Enhancing the OPF Repository

It is always encouraging to hear of and read about new ideas that will help software developers in their daily, challenging jobs. The question is then how to incorporate these new ideas into existing methodologies and processes to make them truly effective in a commercial, rather than a research, environment. If the methodology being used is "set in stone," then this is virtually impossible and the process must stagnate. Today, there is much talk of adaptable and flexible methodological approaches to software construction. When using the OPEN Process Framework (OPF), its built-in flexibility derives from the fact that it is defined first by a metamodel and then instances of that metamodel are made available to the end user (the software development community) in the form of a repository of available process components.

Figure 1 depicts these two aspects of the OPF: the metamodel is officially at the "M2" level (using OMG terminology) this is the purview of methodologists—not users—and the repository which contains all the process components from which the end user, usually the process engineer within the development organization, can construct, modify, and tailor an organization-specific or project-specific process (at the M1 level).

Figure 1
Figure 1. A personalized OO development process is created from a class repository of process components using supplied construction guidelines. These are all created as instances of metalevel elements in the OPF metamodel.

The methodologist's first responsibility is to create, quality check, and validate the metamodel from where the repository instances are created. He/she should then also provide a significant set of instances in the repository for ease of use by the user (in the development organization). However, the examples of work products, work units, producers, and so on in the repository are not necessarily a complete set. Inevitably, as we learn more, new instances will be identified. These are then easily added to the repository so long as they are instances of one class in the metamodel. Thus, the OPF approach permits extension by virtue of additions to the set of repository process components. While these are generally created by the methodologists, it is also perfectly possible (at some loss of standardization) for the user to add their own process components to the repository. Extensions to the OPF metamodel itself are also easily accomplished, although these are usually rare and probably best left to the methodologist community, rather than done by the development/user community.

Thus, additional elements such as new Tasks and Techniques can easily be added to supplement the existing process components in the OPF repository.
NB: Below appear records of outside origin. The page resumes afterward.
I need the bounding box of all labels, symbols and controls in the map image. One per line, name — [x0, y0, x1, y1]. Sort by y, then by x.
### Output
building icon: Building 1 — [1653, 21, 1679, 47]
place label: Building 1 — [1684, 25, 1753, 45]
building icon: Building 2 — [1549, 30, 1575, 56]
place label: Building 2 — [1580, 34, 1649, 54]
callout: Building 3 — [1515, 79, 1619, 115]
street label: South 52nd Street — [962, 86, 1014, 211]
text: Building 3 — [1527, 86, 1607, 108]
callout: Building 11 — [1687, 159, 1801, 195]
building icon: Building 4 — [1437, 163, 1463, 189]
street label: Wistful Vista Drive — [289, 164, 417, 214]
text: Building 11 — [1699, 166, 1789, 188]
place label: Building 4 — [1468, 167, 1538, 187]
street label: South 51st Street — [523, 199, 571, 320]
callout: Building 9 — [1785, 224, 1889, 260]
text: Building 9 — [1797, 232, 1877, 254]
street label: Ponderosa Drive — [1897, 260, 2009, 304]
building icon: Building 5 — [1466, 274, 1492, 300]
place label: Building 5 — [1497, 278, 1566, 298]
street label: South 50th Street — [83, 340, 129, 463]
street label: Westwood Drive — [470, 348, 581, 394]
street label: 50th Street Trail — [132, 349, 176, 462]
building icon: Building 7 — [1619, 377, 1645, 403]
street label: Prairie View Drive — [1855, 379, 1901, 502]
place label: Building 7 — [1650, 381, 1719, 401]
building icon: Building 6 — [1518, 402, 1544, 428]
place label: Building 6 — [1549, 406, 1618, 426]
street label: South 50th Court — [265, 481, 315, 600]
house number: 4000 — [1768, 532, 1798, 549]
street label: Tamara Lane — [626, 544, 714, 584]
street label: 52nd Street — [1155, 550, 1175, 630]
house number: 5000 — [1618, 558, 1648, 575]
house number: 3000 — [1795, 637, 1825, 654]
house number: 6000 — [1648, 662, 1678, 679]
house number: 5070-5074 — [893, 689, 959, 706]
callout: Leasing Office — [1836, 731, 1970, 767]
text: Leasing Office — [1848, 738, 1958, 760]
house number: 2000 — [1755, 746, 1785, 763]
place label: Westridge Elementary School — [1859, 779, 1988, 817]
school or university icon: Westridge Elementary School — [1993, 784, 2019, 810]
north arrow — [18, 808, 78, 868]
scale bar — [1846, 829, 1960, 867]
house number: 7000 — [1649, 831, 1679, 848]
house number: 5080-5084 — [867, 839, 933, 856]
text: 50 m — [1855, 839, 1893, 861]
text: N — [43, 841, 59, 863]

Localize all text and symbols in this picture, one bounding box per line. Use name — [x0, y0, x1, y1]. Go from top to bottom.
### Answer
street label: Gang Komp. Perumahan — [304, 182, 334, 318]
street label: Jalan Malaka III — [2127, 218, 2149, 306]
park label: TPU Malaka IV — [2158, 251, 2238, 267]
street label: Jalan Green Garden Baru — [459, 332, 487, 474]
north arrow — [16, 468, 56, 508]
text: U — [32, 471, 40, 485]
In the last two columns,1,2 I have shown how this is easily accomplished by using two new areas of software development: components and web applications. In this column, I continue this trend of identifying new or enhanced repository elements by looking at a variety of issues, including timelines, pair programming, and robustness analysis. The selected Tasks and Techniques are fairly new to the OPF, although documented and discussed by their original authors. Here they are described only briefly, merely as examples to show the ease with which the OPF repository can be enhanced.

TIMELINES
Timelines come from the post-implementation review or "retrospective" approach of Kerth.3 We can introduce these ideas into OPEN in two ways: as a Technique: Timelines together with a Task: Identify Important Events.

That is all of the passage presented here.